Она говорила на пикардийском наречии, и это очень забавляло воспитанниц. Каждый год она торжественно возобновляла свои обеты и, прежде чем произнести их, говорила священнику: «Святой Франсуа передал свой обет святому Евсевию, святой Евсевий – святому Прокопию… и т. д., и т. д., а мой я передаю вам, святой отец». И воспитанницы смеялись исподтишка, или, вернее, из-под покрывала, милым приглушенным смешком, заставлявшим матерей-изборщиц хмурить брови.
Иногда столетняя монахиня рассказывала разные истории. Она утверждала, что во времена ее молодости «бернардинцы не уступали мушкетерам». Ее устами говорил целый век, но век восемнадцатый. Она рассказывала об обычае «четырех вин», существовавшем до революции в Шампани и Бургундии. Когда какая-нибудь знатная особа – маршал Франции, принц, герцог или пэр – проезжала через один из городов Шампани или Бургундии, то городской совет выходил ее приветствовать и подносил в четырех серебряных чашах в виде ладьи четыре сорта вина. На одном кубке красовалась надпись: «Обезьянье вино», на другом – «Львиное вино», на третьем – «Баранье вино», а на четвертом – «Свиное вино» Эти четыре надписи обозначали четыре ступени, по которым спускается пьяница. Первая ступень опьянения веселит, вторая раздражает, третья оглупляет, наконец, четвертая оскотинивает.

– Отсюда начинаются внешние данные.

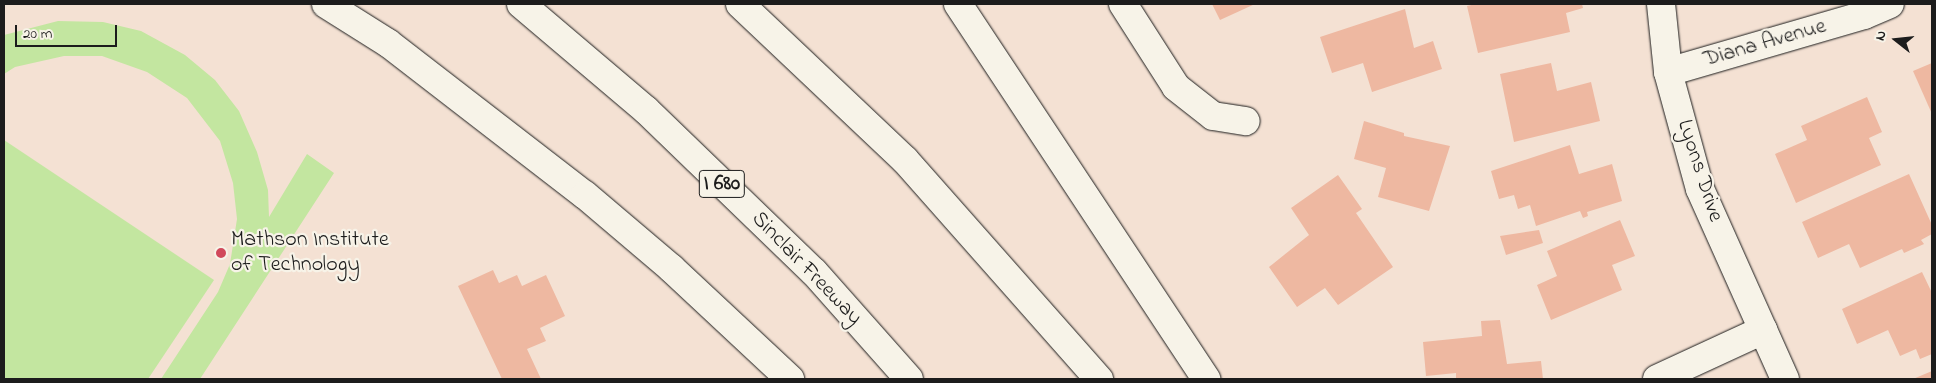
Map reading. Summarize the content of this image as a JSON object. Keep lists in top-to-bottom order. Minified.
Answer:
{"streets":{"main road":["Diana Avenue","Lyons Drive","I 680","Sinclair Freeway"]},"crossings":[["Diana Avenue","Lyons Drive"]],"places":["Mathson Institute of Technology"],"scale_bar":"20 m","north":"left"}
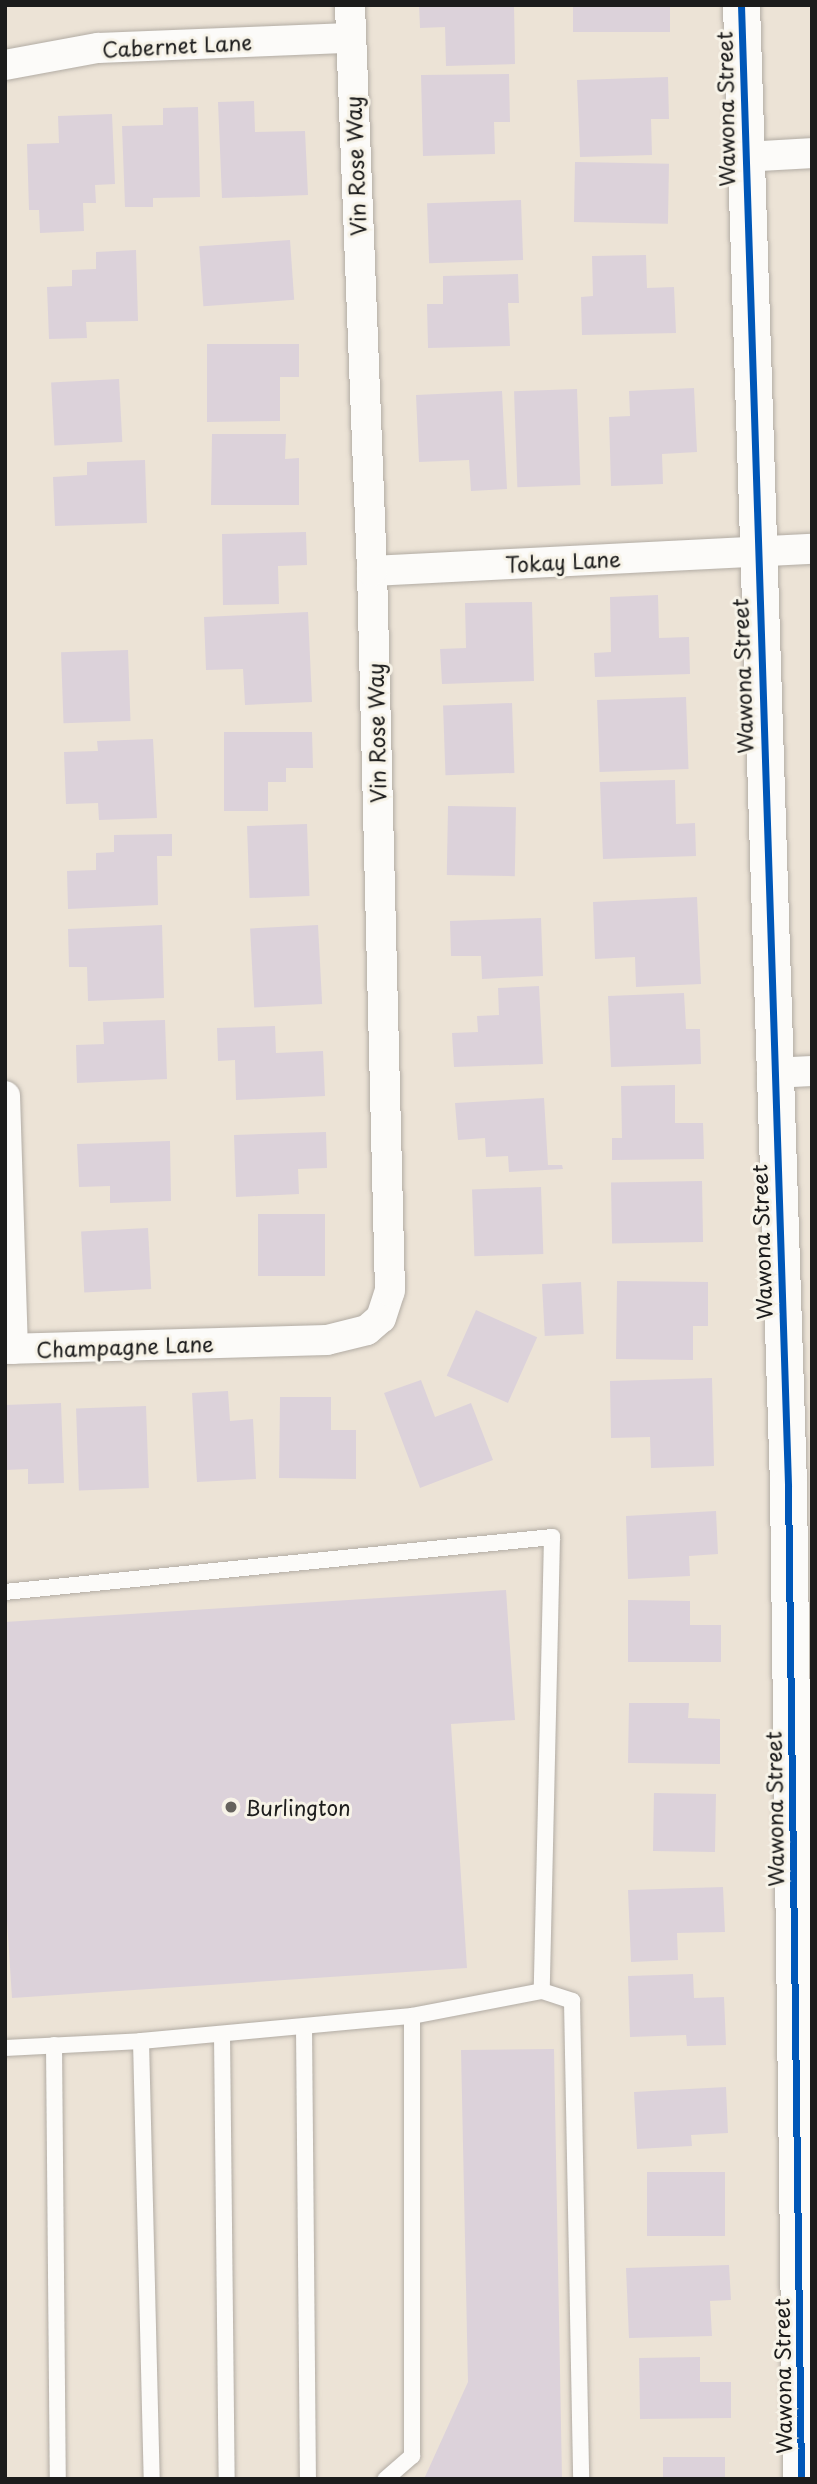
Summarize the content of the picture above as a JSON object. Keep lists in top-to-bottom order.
{
  "streets": {
    "street": [
      "Cabernet Lane",
      "Wawona Street",
      "Vin Rose Way",
      "Tokay Lane",
      "Champagne Lane"
    ]
  },
  "crossings": [
    ["Cabernet Lane", "Vin Rose Way"],
    ["Wawona Street", "Tokay Lane"],
    ["Vin Rose Way", "Tokay Lane"],
    ["Vin Rose Way", "Champagne Lane"]
  ],
  "places": ["Burlington"]
}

Она хранила у себя в шкафу под ключом какой-то таинственный предмет, которым очень дорожила. Устав аббатства Фонтевро не воспрещал этого. Она никому не хотела его показывать. Она запиралась у себя, – что также не было воспрещено уставом, – когда ей хотелось тайком полюбоваться этим предметом. Как только раздавались чьи-нибудь шаги в коридоре, она запирала шкаф с поспешностью, на какую только были способны ее дряхлые руки. Стоило кому-нибудь заговорить с ней об этом, и она, обычно болтливая, тотчас же умолкала. Самые любопытные не в силах были сломить ее упорство, самые настойчивые отступали перед ним. Разумеется, это давало пищу для пересудов праздным или скучающим обитательницам монастыря. Что же это был за предмет, столь драгоценный и столь таинственный, – предмет, являвшийся сокровищем столетней старухи? Быть может, священная книга? Редкостные четки? Чудотворные мощи? Все терялись в догадках. Когда бедная старушка умерла, монахини бросились к шкафу, пожалуй, быстрее, чем это дозволяло приличие, и отперли его. Предмет был завернут в тройной полотняный покров, как освященный дискос. Это оказалось фаэнцское блюдо, на котором изображены были улетающие амуры, преследуемые аптекарскими учениками с огромными клистирными трубками. Сцена преследования изобиловала смешными гримасами и комическими позами. Например, один из очаровательных маленьких амуров уже попался; он отбивается, трепещет крылышками и пытается взлететь, но клистирщик хохочет сатанинским смехом. Мораль: любовь, побежденная резью в желудке! Это блюдо, очень интересное и, быть может, вдохновившее Мольера, существовало еще в сентябре 1845 года: оно продавалось у антиквара на бульваре Бомарше.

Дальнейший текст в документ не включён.